### TASK OBJECTIVE
Leave no picture in, and give every entry again exactly.

══════════════════════════════

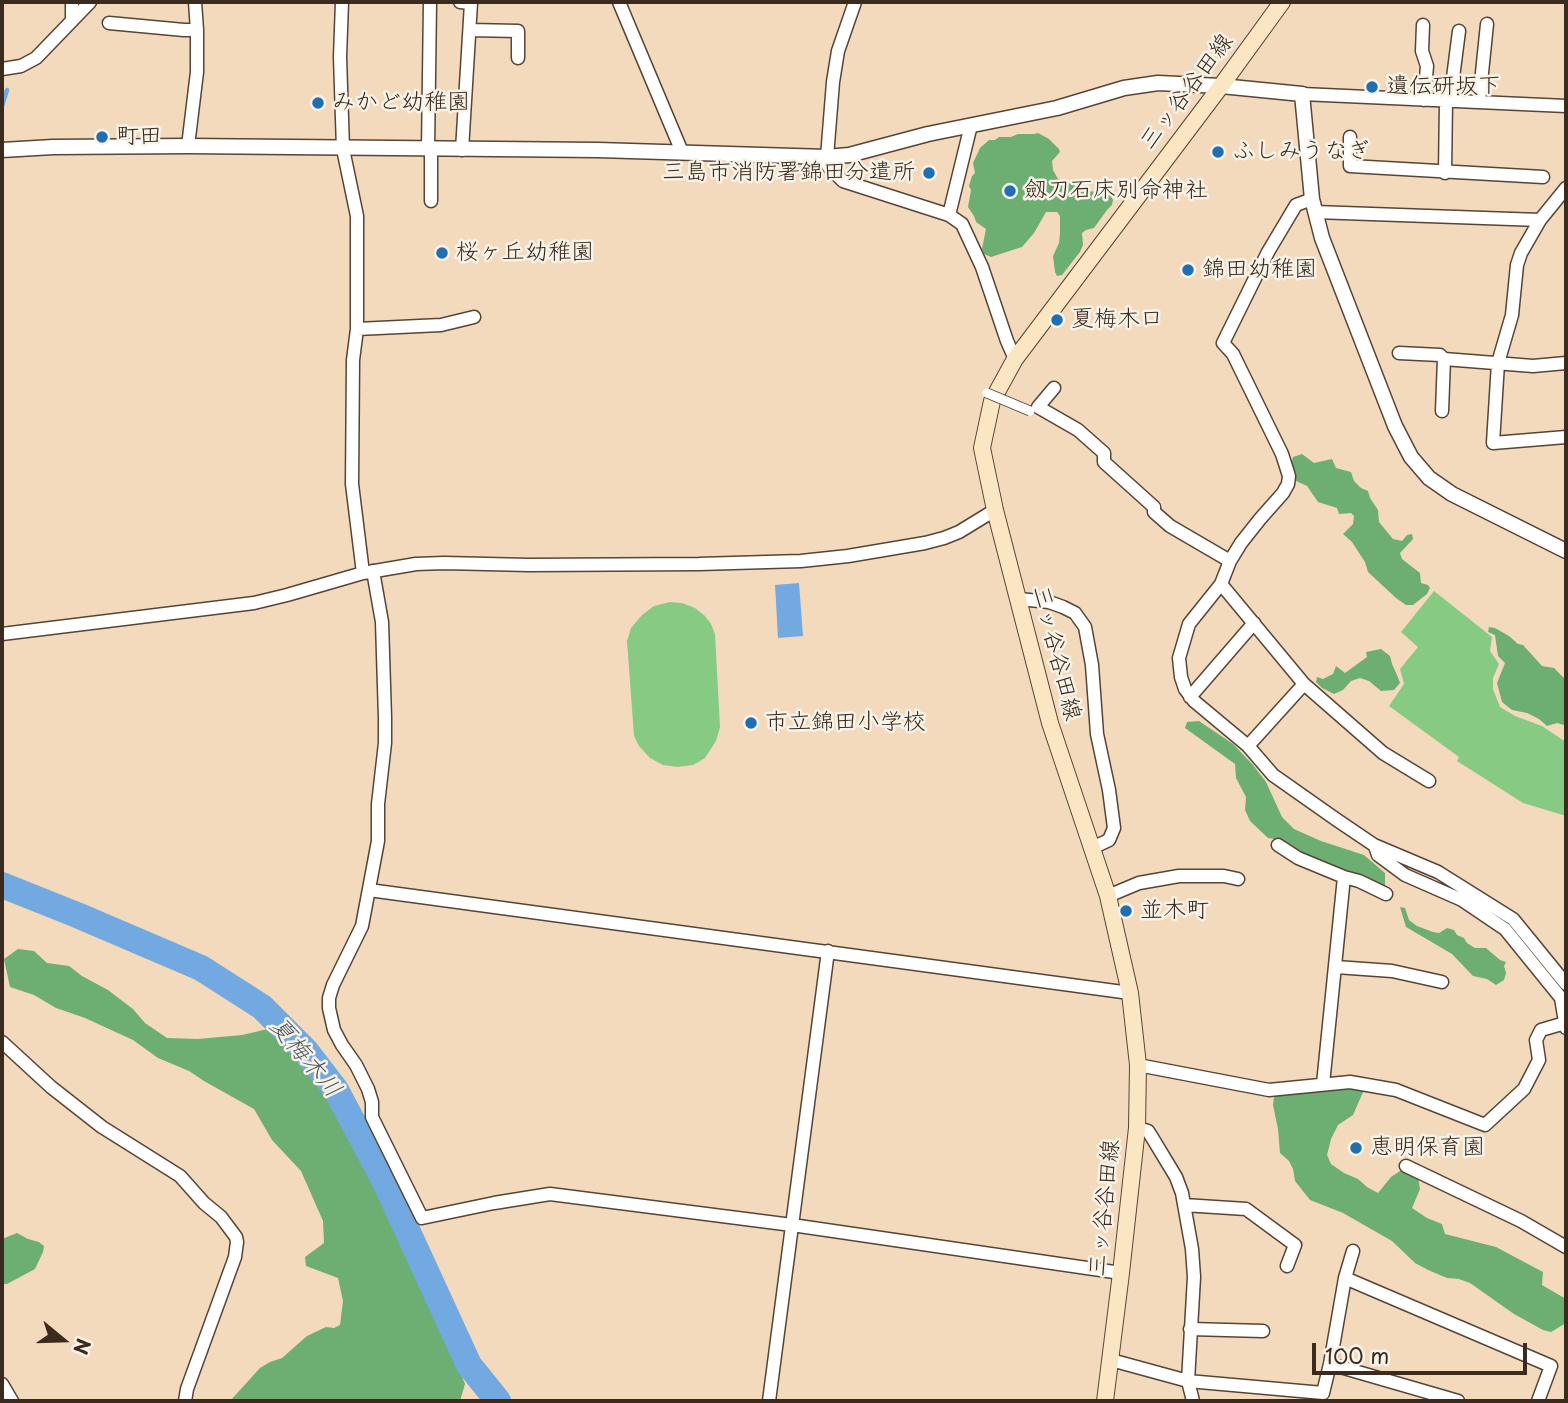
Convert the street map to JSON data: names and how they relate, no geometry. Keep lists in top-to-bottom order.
{
  "streets": {
    "main road": ["三ッ谷谷田線"]
  },
  "water": ["夏梅木川"],
  "places": [
    "遺伝研坂下",
    "みかど幼稚園",
    "町田",
    "ふしみうなぎ",
    "三島市消防署錦田分遣所",
    "劔刀石床別命神社",
    "桜ヶ丘幼稚園",
    "錦田幼稚園",
    "夏梅木口",
    "市立錦田小学校",
    "並木町",
    "恵明保育園"
  ],
  "scale_bar": "100 m",
  "north": "right"
}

══════════════════════════════

### REPLY TO THE TASK
Convert the street map to JSON data: names and how they relate, no geometry. Keep lists in top-to-bottom order.
{
  "streets": {
    "main road": ["三ッ谷谷田線"]
  },
  "water": ["夏梅木川"],
  "places": [
    "遺伝研坂下",
    "みかど幼稚園",
    "町田",
    "ふしみうなぎ",
    "三島市消防署錦田分遣所",
    "劔刀石床別命神社",
    "桜ヶ丘幼稚園",
    "錦田幼稚園",
    "夏梅木口",
    "市立錦田小学校",
    "並木町",
    "恵明保育園"
  ],
  "scale_bar": "100 m",
  "north": "right"
}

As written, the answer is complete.